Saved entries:
☆ ☆ ☆

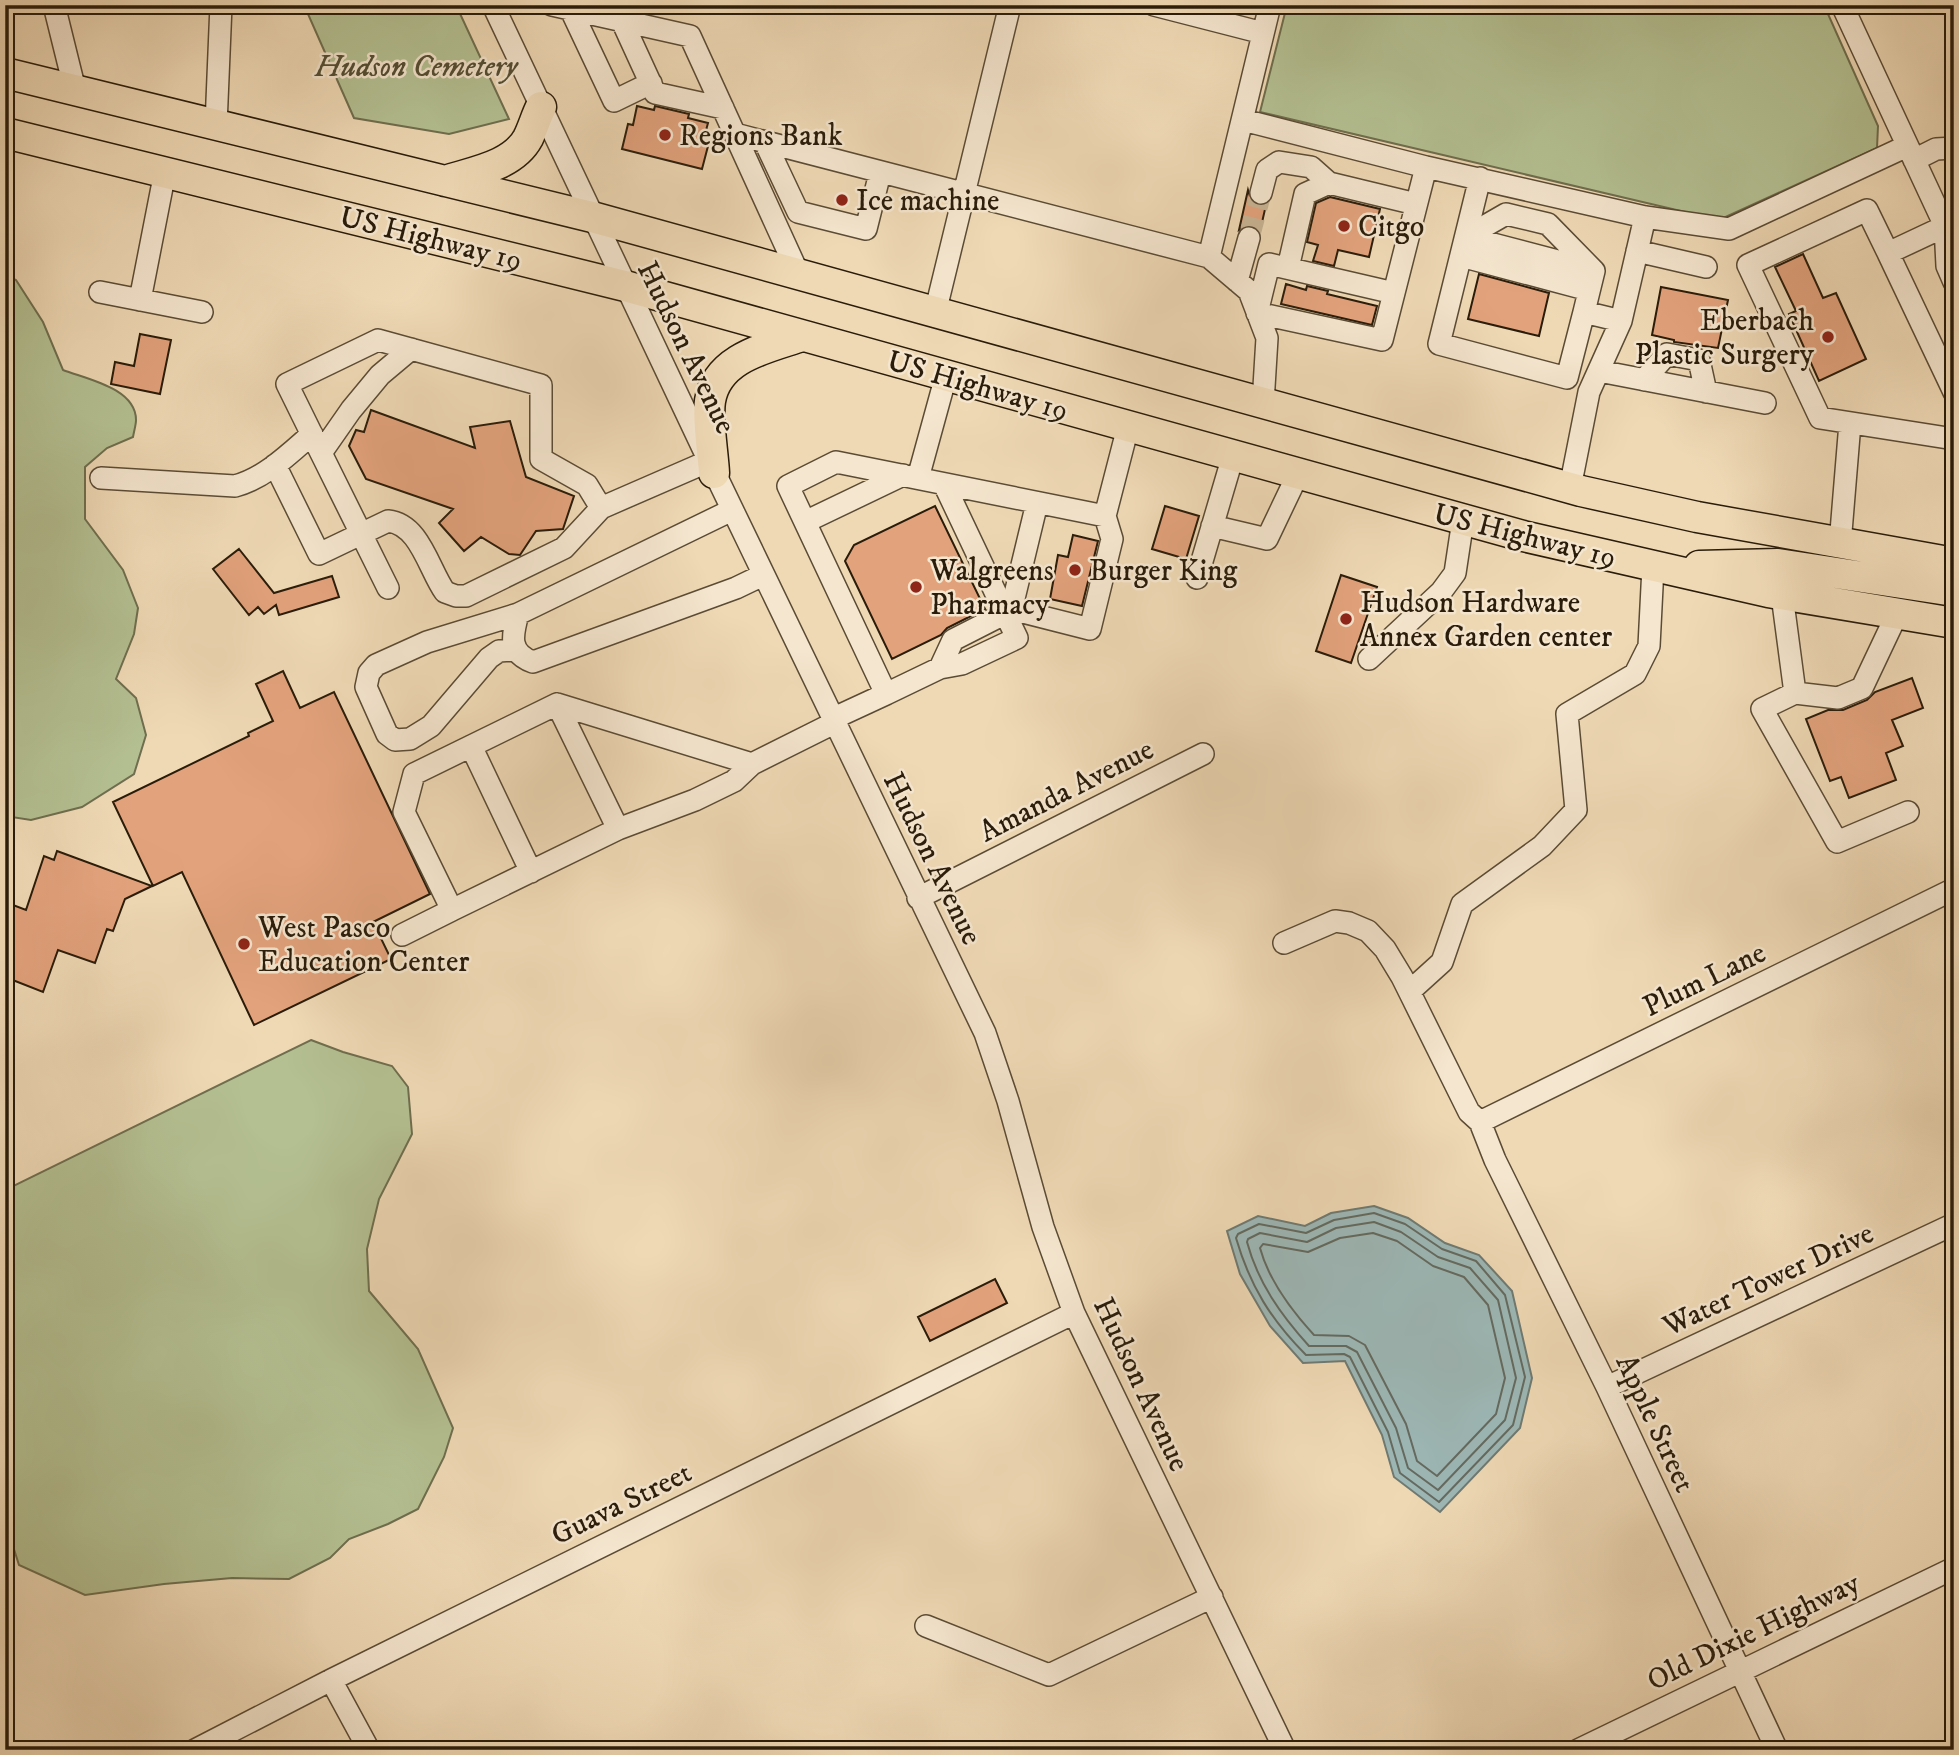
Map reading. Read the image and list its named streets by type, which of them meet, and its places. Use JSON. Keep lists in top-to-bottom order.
{
  "streets": {
    "highway": ["US Highway 19"],
    "street": [
      "Hudson Avenue",
      "Amanda Avenue",
      "Plum Lane",
      "Water Tower Drive",
      "Apple Street",
      "Guava Street",
      "Old Dixie Highway"
    ]
  },
  "crossings": [
    ["US Highway 19", "Hudson Avenue"],
    ["Hudson Avenue", "Amanda Avenue"],
    ["Hudson Avenue", "Guava Street"],
    ["Plum Lane", "Apple Street"],
    ["Water Tower Drive", "Apple Street"],
    ["Apple Street", "Old Dixie Highway"]
  ],
  "parks": ["Hudson Cemetery"],
  "places": [
    "Regions Bank",
    "Ice machine",
    "Citgo",
    "Eberbach Plastic Surgery",
    "Burger King",
    "Walgreens Pharmacy",
    "Hudson Hardware Annex Garden center",
    "West Pasco Education Center"
  ]
}
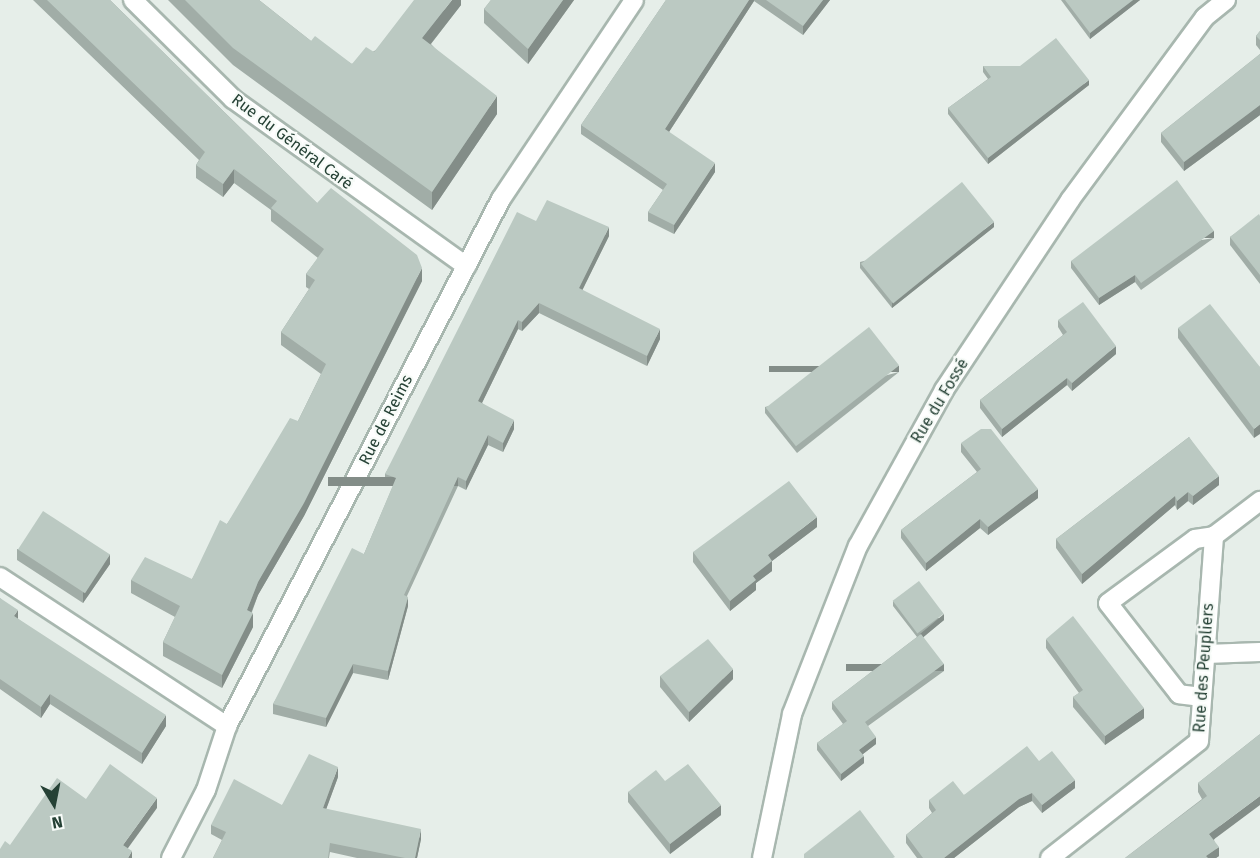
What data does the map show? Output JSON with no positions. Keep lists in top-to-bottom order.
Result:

☆ ☆ ☆

Write out exactly the lines from the one with "What data does" through the end of the records above, both ends included, and leave out all other lines.

(Solution to this exercise):
What data does the map show? Output JSON with no positions. Keep lists in top-to-bottom order.
Result:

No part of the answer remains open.